Check each line below for the word "align", and copy those that have it.
────────
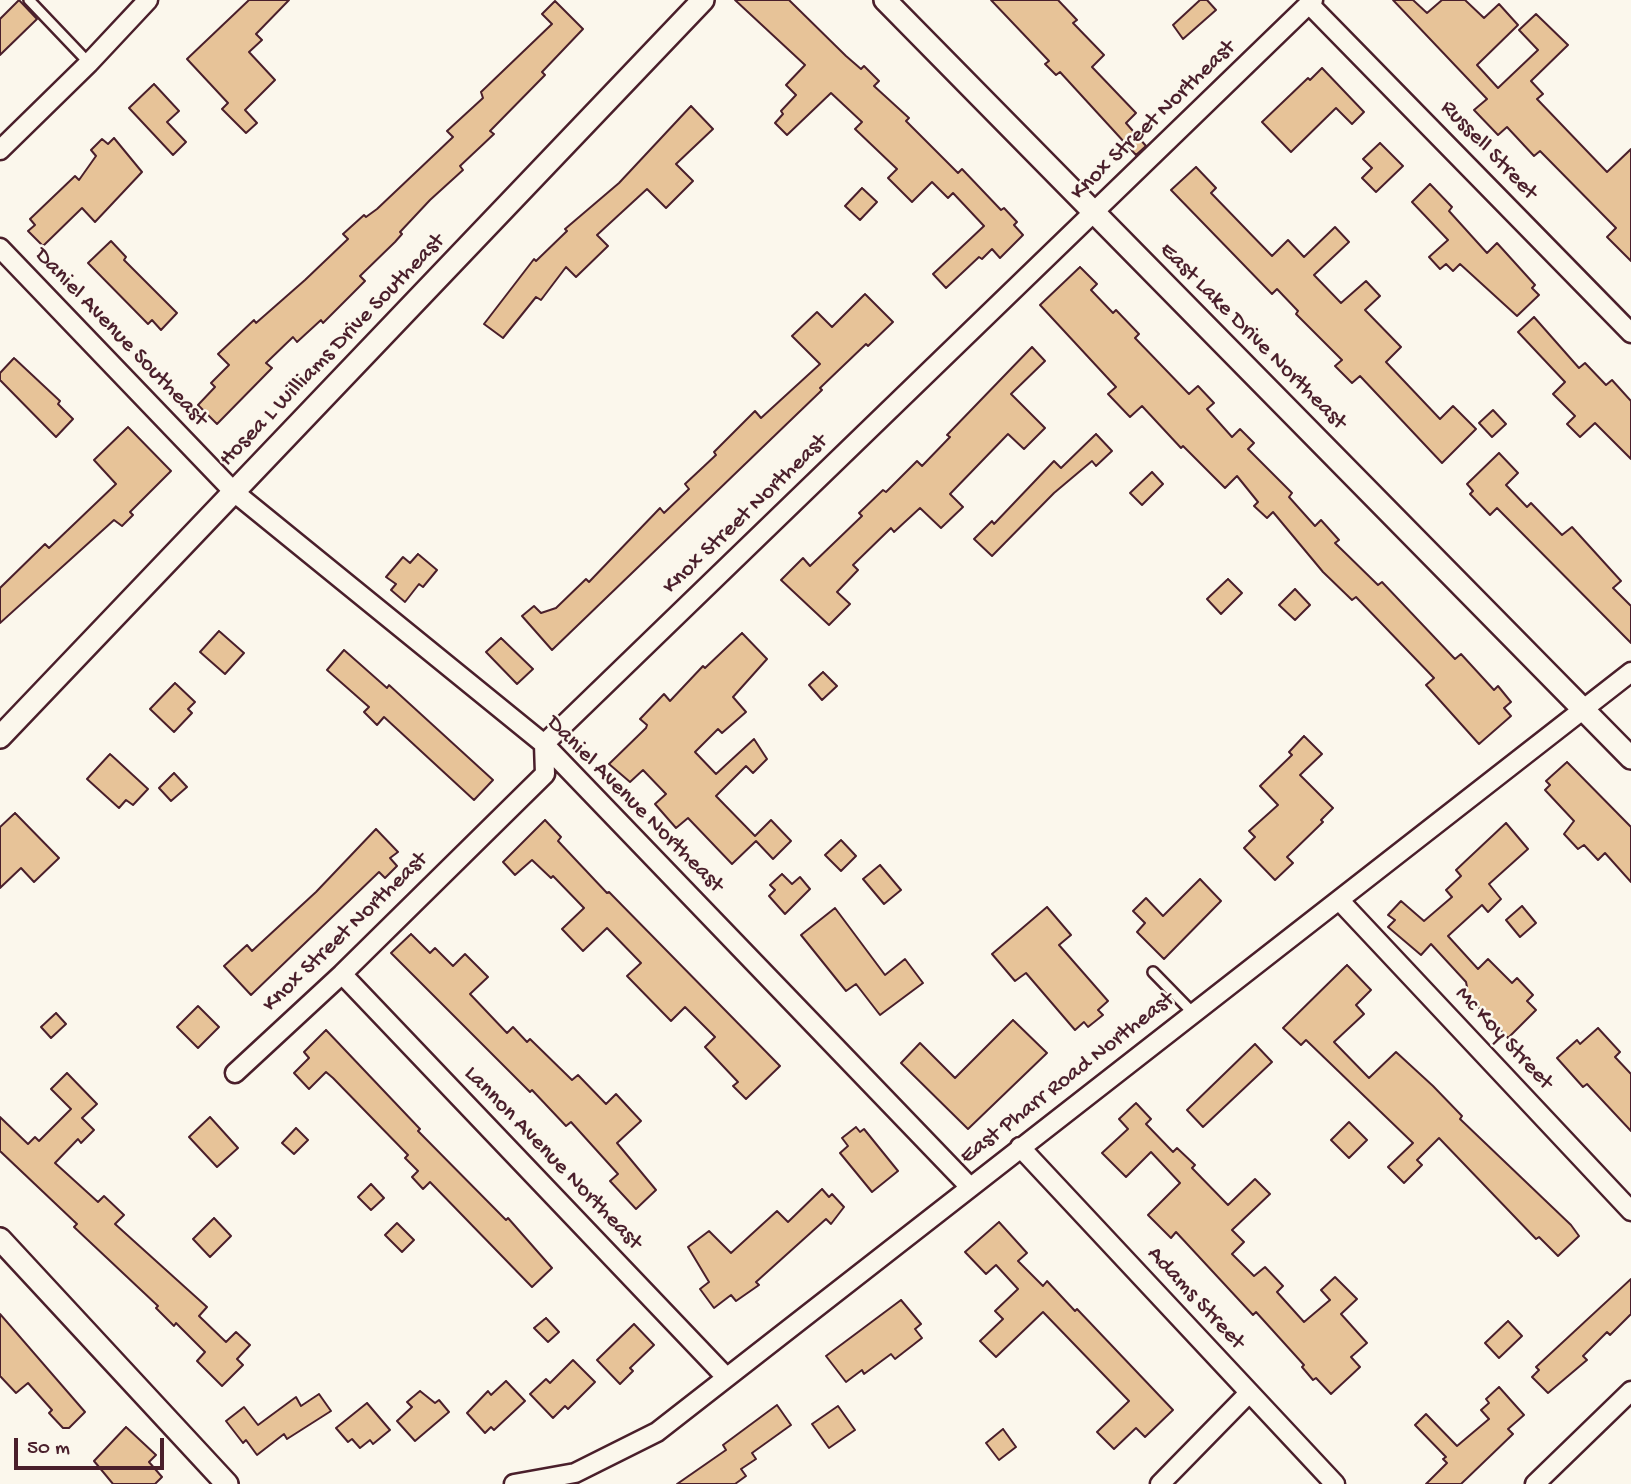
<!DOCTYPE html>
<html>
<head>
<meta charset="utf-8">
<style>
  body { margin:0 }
  #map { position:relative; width:1631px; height:1484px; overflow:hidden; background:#fbf7ec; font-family:"Gochi Hand",sans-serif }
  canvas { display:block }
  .scale { position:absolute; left:14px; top:1438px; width:150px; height:32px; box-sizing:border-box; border:4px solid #4a1f2b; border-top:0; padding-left:9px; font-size:21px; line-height:24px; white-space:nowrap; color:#4a1f2b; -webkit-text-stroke:5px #fbf7ec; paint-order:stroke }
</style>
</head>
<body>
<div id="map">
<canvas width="1631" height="1484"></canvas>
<div class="scale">50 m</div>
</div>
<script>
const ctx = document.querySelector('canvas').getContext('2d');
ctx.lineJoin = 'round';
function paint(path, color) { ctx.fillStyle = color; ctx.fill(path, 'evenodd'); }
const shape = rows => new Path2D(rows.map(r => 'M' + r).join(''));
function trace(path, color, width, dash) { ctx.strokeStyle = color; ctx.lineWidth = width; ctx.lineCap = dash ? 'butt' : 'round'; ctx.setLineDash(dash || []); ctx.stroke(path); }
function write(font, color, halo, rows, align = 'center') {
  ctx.font = font + ' "Gochi Hand",sans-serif'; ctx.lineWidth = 5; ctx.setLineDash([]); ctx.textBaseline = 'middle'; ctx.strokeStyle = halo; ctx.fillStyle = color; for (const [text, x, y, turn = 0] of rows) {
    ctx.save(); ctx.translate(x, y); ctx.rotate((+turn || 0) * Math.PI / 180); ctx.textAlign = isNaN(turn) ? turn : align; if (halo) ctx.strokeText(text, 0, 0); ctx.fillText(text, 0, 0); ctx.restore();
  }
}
const building = shape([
  [19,0,37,19,0,55,0,19,19,0],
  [249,0,289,0,256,34,262,40,249,52,275,80,245,110,257,123,246,133,222,109,228,103,187,59,249,0],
  [735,0,789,0,846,56,861,69,864,66,879,81,874,86,909,118,906,121,958,173,962,169,1001,210,1004,208,1017,222,1014,225,1023,235,1000,258,992,249,982,259,979,257,946,288,933,274,984,226,953,193,948,198,932,182,912,202,888,178,897,169,855,129,862,122,831,93,787,135,775,123,783,114,781,111,796,95,786,85,805,65,735,0],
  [991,0,1058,0,1077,20,1073,23,1104,55,1092,67,1136,113,1126,123,1146,146,1136,155,1060,72,1056,75,1045,64,1049,61,991,0],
  [1200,0,1207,0,1216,10,1183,39,1173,25,1200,0],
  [1393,0,1413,0,1427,13,1442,0,1465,0,1484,18,1499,4,1518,25,1477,65,1498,88,1538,50,1519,30,1536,14,1568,45,1531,81,1543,94,1537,99,1607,172,1631,149,1631,261,1607,237,1616,228,1540,151,1534,156,1507,127,1498,135,1474,110,1487,99,1393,0],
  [555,1,583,29,542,72,545,75,490,131,494,134,460,166,463,170,430,200,400,232,402,234,395,242,360,276,365,281,323,323,321,320,297,342,293,337,266,363,272,368,217,424,198,405,215,387,211,383,229,365,218,354,254,320,256,323,305,280,348,239,343,234,364,215,366,217,377,209,453,137,447,131,483,98,481,92,552,24,542,14,555,1],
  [1322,68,1364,112,1352,124,1336,108,1291,152,1262,122,1308,78,1310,80,1322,68],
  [154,84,179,111,167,122,186,142,173,155,129,108,154,84],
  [691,106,713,129,676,164,693,181,666,208,647,189,597,235,608,246,576,277,566,267,541,300,536,297,503,338,484,324,534,259,536,261,567,231,565,229,619,183,691,106],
  [114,138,142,172,95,222,82,208,43,246,28,231,35,225,30,219,75,176,79,180,96,156,91,150,102,139,108,144,114,138],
  [1380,143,1403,166,1376,192,1362,178,1372,168,1363,159,1380,143],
  [1196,167,1216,188,1211,193,1272,256,1288,240,1304,257,1335,227,1349,242,1314,275,1341,303,1366,281,1380,296,1365,310,1401,347,1386,362,1440,419,1453,406,1476,429,1442,463,1360,376,1352,383,1335,366,1342,360,1296,314,1298,311,1277,289,1272,294,1171,190,1196,167],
  [1430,184,1452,207,1449,211,1487,253,1497,243,1535,285,1532,288,1539,295,1517,316,1460,264,1453,271,1446,264,1440,269,1429,257,1448,240,1412,202,1430,184],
  [862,188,877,202,860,220,845,206,862,188],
  [111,241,126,257,124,260,177,313,161,330,152,320,148,324,88,263,111,241],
  [1080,267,1097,284,1091,290,1113,313,1116,310,1139,334,1135,338,1189,394,1198,386,1214,403,1207,409,1232,437,1240,429,1254,443,1248,449,1292,493,1289,497,1315,526,1321,520,1339,540,1335,543,1378,585,1382,582,1455,659,1461,654,1494,690,1498,686,1511,702,1504,708,1511,716,1479,744,1426,685,1434,678,1356,597,1352,600,1323,572,1273,512,1267,518,1254,506,1258,502,1237,476,1225,488,1183,446,1181,448,1142,406,1130,417,1108,394,1116,387,1040,305,1080,267],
  [865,294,893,322,868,346,866,344,820,388,822,390,552,650,522,616,534,606,541,613,556,608,586,579,589,582,660,508,664,513,689,489,685,484,716,455,714,452,755,411,761,418,820,364,792,336,817,312,832,327,865,294],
  [1534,317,1579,368,1585,363,1606,385,1612,380,1631,401,1631,459,1595,423,1580,437,1567,424,1575,416,1553,394,1565,382,1518,332,1534,317],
  [1032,347,1045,361,1011,394,1045,428,1024,449,1008,434,950,494,963,507,941,528,920,508,894,532,891,528,853,565,858,570,837,592,850,604,829,625,781,580,803,558,810,566,862,516,859,513,883,490,886,492,917,461,922,466,950,437,947,435,1032,347],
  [14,358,60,401,58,404,73,419,56,437,0,380,0,373,14,358],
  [1493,410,1506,424,1492,437,1479,423,1493,410],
  [128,427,171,471,130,512,133,515,122,526,114,520,0,623,0,588,45,544,49,548,116,484,94,460,128,427],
  [1096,434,1112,451,1096,466,1092,461,1054,493,992,556,974,539,992,521,994,524,1054,461,1061,468,1096,434],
  [1499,453,1518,473,1506,485,1527,507,1531,503,1562,535,1572,527,1621,581,1613,588,1631,606,1631,643,1497,508,1490,515,1470,494,1473,491,1467,484,1499,453],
  [1152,472,1163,484,1142,505,1130,493,1152,472],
  [418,554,437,570,423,587,419,584,405,602,391,590,396,584,386,577,403,557,410,563,418,554],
  [1228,579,1242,593,1221,614,1207,599,1228,579],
  [1295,589,1310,605,1295,620,1279,605,1295,589],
  [219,631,244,653,225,674,200,652,219,631],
  [742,633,767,659,733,697,746,712,722,733,718,729,695,752,716,774,754,739,767,759,753,773,746,766,716,796,755,836,771,820,791,841,773,859,756,841,732,864,688,818,676,828,655,804,666,794,643,770,630,782,609,764,646,728,647,725,640,719,664,694,670,701,703,666,705,668,742,633],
  [501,638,533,669,517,684,486,652,501,638],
  [344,650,387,688,389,685,493,780,474,800,384,717,377,725,364,712,369,707,327,670,344,650],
  [823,672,837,686,822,700,809,685,823,672],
  [175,683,195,702,188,709,192,713,174,732,150,709,175,683],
  [1304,736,1322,754,1300,775,1333,808,1321,820,1323,822,1287,857,1293,863,1275,880,1244,848,1255,837,1249,831,1278,805,1260,786,1292,755,1289,752,1304,736],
  [110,754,148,789,133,805,126,800,119,808,87,779,110,754],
  [1567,762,1631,827,1631,882,1605,853,1598,860,1584,845,1578,849,1564,834,1574,821,1545,790,1550,785,1546,781,1567,762],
  [174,773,187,787,171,801,159,788,174,773],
  [15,813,59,858,34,882,21,868,0,888,0,827,15,813],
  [545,820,561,837,558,841,607,893,609,892,780,1066,746,1099,733,1086,738,1082,705,1047,715,1037,685,1007,671,1021,627,976,641,963,607,928,583,951,562,929,584,908,553,876,551,878,532,860,515,875,503,862,545,820],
  [1506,823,1528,849,1489,884,1501,899,1488,912,1482,905,1448,936,1478,969,1488,959,1512,983,1517,978,1533,995,1527,1001,1536,1010,1508,1038,1463,991,1467,987,1466,982,1431,944,1421,955,1388,927,1395,920,1388,915,1401,901,1424,921,1452,897,1446,890,1461,876,1456,870,1506,823],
  [376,829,398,852,390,858,397,866,385,878,379,872,251,995,224,966,247,945,252,951,316,892,376,829],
  [841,840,856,856,841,871,825,855,841,840],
  [880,865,901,890,884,904,863,879,880,865],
  [782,874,792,884,800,877,810,889,785,914,769,896,775,890,770,885,782,874],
  [1200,879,1221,901,1164,959,1137,932,1145,923,1133,911,1146,898,1163,916,1200,879],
  [1522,906,1536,923,1520,937,1506,920,1522,906],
  [1047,907,1071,935,1059,945,1108,1001,1098,1010,1103,1015,1088,1027,1084,1022,1075,1030,1026,973,1015,981,992,954,1047,907],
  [835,908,885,975,905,959,923,983,880,1015,856,984,846,991,801,935,835,908],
  [411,934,430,953,435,948,453,966,465,954,488,977,470,994,507,1033,513,1027,527,1042,530,1039,572,1080,578,1075,606,1104,616,1094,641,1121,617,1143,656,1190,636,1209,610,1181,618,1174,571,1122,566,1126,532,1090,530,1092,391,953,411,934],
  [1347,965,1371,990,1356,1005,1364,1014,1334,1042,1369,1078,1396,1052,1433,1086,1462,1116,1460,1119,1571,1225,1579,1236,1558,1256,1539,1237,1536,1239,1439,1138,1417,1160,1422,1165,1404,1183,1388,1167,1413,1143,1306,1040,1301,1045,1283,1028,1347,965],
  [198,1006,219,1027,198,1048,177,1027,198,1006],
  [56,1013,66,1024,51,1038,41,1027,56,1013],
  [1013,1020,1047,1053,968,1129,901,1063,920,1043,955,1078,1013,1020],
  [1598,1028,1620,1052,1615,1057,1631,1074,1631,1131,1587,1084,1583,1087,1557,1058,1577,1040,1580,1044,1598,1028],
  [326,1030,420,1129,418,1131,506,1220,508,1218,552,1268,532,1287,430,1182,423,1189,412,1177,418,1171,405,1158,408,1155,333,1078,326,1072,309,1089,294,1073,309,1058,304,1052,326,1030],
  [1255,1044,1272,1062,1203,1127,1187,1110,1255,1044],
  [67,1073,97,1104,82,1118,94,1130,81,1143,78,1139,55,1163,98,1202,104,1196,124,1215,115,1224,207,1307,199,1316,226,1342,236,1332,250,1345,237,1359,243,1365,222,1386,197,1361,205,1352,176,1323,174,1326,156,1308,158,1306,74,1227,77,1224,0,1151,0,1117,28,1144,35,1137,39,1141,71,1109,51,1089,67,1073],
  [1136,1103,1151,1119,1146,1124,1173,1152,1177,1148,1195,1165,1192,1168,1228,1205,1255,1179,1270,1194,1232,1230,1244,1242,1232,1254,1254,1276,1265,1267,1283,1286,1277,1292,1304,1322,1330,1300,1321,1290,1335,1277,1357,1299,1341,1314,1367,1343,1351,1357,1360,1367,1331,1394,1316,1378,1313,1380,1302,1367,1304,1365,1256,1312,1253,1315,1176,1232,1171,1238,1148,1215,1180,1183,1151,1152,1126,1177,1102,1153,1128,1129,1119,1119,1136,1103],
  [210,1117,238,1148,217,1167,189,1137,210,1117],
  [1349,1122,1367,1140,1349,1158,1331,1140,1349,1122],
  [856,1127,860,1132,864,1129,898,1171,872,1192,840,1153,848,1146,842,1138,856,1127],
  [296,1128,308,1140,294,1154,282,1143,296,1128],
  [371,1184,384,1198,371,1210,358,1197,371,1184],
  [822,1189,829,1197,832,1194,844,1207,831,1224,826,1219,756,1282,759,1285,736,1301,731,1295,714,1308,700,1289,709,1282,688,1247,709,1231,731,1253,777,1211,788,1222,822,1189],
  [214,1218,231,1236,210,1257,193,1239,214,1218],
  [999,1222,1027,1253,1018,1261,1043,1286,1047,1281,1075,1311,1077,1309,1173,1410,1145,1437,1136,1428,1114,1449,1097,1432,1129,1401,1043,1312,996,1357,980,1341,1003,1319,995,1311,1018,1289,996,1265,986,1274,965,1252,999,1222],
  [397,1223,414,1240,402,1252,385,1235,397,1223],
  [1631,1279,1631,1314,1610,1335,1607,1332,1583,1356,1587,1360,1548,1393,1532,1377,1539,1370,1536,1367,1631,1279],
  [901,1300,921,1324,915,1329,922,1338,895,1359,891,1354,864,1374,862,1370,846,1382,826,1356,901,1300],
  [0,1314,85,1412,69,1428,63,1428,49,1413,52,1410,28,1383,16,1393,0,1376,0,1314],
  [546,1318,559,1332,548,1342,534,1328,546,1318],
  [1508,1321,1522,1336,1499,1358,1485,1343,1508,1321],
  [634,1324,654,1345,630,1368,633,1371,620,1384,597,1360,634,1324],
  [573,1360,595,1382,568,1409,565,1406,553,1418,530,1394,546,1379,550,1383,573,1360],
  [506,1381,525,1401,494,1430,491,1427,485,1433,467,1413,488,1391,491,1395,506,1381],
  [1499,1387,1524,1415,1508,1429,1513,1434,1461,1484,1426,1484,1447,1463,1443,1459,1446,1457,1415,1425,1426,1414,1457,1446,1489,1419,1481,1410,1489,1403,1486,1399,1499,1387],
  [420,1391,435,1403,439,1400,449,1412,415,1441,397,1421,412,1407,407,1402,420,1391],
  [319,1394,331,1411,287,1439,284,1434,257,1455,246,1440,243,1443,226,1421,244,1407,258,1425,296,1397,301,1406,319,1394],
  [367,1403,390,1430,373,1444,370,1440,360,1448,352,1439,348,1442,336,1428,367,1403],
  [777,1405,791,1425,752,1453,756,1459,741,1469,746,1476,735,1484,677,1484,726,1450,723,1445,777,1405],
  [838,1406,855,1430,829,1448,812,1424,838,1406],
  [126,1427,156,1455,149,1462,162,1477,155,1484,113,1484,94,1461,126,1427],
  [1003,1429,1016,1447,999,1460,986,1443,1003,1429]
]);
paint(building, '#e7c398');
trace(building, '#4a1f2b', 2);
const service = shape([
  [29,0,89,63],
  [1153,972,1194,1014]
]);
const minor = shape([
  [1309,4,1631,333],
  [0,150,89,63,148,0],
  [0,248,234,492,544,744,969,1186],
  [1340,901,1631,1211],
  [342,974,726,1377],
  [235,1073,342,974,545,774,544,744,1313,0],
  [1020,1147,1335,1484],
  [514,1484,575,1473,657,1432,1631,672],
  [1160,1484,1249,1393],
  [1535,1484,1631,1391]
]);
const tertiary = shape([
  [885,0,1631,758],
  [0,737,703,0],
  [0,1239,227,1484]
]);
trace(service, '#4a1f2b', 14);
trace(minor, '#4a1f2b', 23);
trace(tertiary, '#4a1f2b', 26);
trace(service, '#fbf7ec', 9);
trace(minor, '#fbf7ec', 18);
trace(tertiary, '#fbf7ec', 21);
write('23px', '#4a1f2b', '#fbf7ec', [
  ["Knox Street Northeast",1154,121,-44],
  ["Russell Street",1488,151,46],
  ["East Lake Drive Northeast",1252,337,45],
  ["Daniel Avenue Southeast",120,338,46],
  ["Hosea L Williams Drive Southeast",333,351,-46],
  ["Knox Street Northeast",746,515,-44],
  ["Daniel Avenue Northeast",634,805,45],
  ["Knox Street Northeast",346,933,-44],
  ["Mc Koy Street",1503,1039,47],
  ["East Pharr Road Northeast",1068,1079,-38],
  ["Lannon Avenue Northeast",552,1159,46],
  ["Adams Street",1195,1299,47]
]);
</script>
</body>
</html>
────────
## Answer area
function write(font, color, halo, rows, align = 'center') {
    ctx.save(); ctx.translate(x, y); ctx.rotate((+turn || 0) * Math.PI / 180); ctx.textAlign = isNaN(turn) ? turn : align; if (halo) ctx.strokeText(text, 0, 0); ctx.fillText(text, 0, 0); ctx.restore();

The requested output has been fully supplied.